*What is required*
Would you pull out every line of the material that contains the string "Residencial"?

-*-

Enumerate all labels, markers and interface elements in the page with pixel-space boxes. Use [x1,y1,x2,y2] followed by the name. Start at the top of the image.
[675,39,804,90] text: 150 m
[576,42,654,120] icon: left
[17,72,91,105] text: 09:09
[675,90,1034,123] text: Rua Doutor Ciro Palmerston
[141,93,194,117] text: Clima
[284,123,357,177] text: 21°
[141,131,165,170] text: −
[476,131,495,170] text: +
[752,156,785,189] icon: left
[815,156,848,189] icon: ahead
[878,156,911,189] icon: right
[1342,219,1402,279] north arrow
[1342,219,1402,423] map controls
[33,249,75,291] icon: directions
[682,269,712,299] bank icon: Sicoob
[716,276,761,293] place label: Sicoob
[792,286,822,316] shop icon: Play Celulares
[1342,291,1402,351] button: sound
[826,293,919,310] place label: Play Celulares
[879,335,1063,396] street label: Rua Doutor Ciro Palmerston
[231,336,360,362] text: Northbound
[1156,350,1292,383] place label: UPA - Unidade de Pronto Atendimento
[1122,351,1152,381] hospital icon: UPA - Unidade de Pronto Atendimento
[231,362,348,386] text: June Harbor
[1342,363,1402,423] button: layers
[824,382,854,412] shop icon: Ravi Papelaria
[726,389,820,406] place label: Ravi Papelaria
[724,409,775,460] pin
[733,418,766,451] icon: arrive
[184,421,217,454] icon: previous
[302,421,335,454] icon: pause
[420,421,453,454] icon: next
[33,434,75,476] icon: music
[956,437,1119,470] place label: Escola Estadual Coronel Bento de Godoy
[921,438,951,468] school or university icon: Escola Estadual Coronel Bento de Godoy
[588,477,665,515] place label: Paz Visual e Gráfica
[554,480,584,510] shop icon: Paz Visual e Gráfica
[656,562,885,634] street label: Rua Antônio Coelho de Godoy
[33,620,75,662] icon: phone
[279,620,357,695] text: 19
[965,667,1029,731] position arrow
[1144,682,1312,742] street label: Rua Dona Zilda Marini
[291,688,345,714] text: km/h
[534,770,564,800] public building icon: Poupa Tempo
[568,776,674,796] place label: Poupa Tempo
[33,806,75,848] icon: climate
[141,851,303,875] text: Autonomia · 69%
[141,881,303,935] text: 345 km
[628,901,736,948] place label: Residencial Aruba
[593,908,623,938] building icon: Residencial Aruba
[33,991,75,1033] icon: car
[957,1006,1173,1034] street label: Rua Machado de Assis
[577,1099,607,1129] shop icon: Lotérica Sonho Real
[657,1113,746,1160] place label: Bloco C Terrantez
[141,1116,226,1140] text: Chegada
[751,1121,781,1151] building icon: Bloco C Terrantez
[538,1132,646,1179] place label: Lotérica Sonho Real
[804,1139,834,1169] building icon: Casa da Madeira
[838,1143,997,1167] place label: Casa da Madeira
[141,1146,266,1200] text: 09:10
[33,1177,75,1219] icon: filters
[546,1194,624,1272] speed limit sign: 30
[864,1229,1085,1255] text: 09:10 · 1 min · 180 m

-*-

*Written response*
[628,901,736,948] place label: Residencial Aruba
[593,908,623,938] building icon: Residencial Aruba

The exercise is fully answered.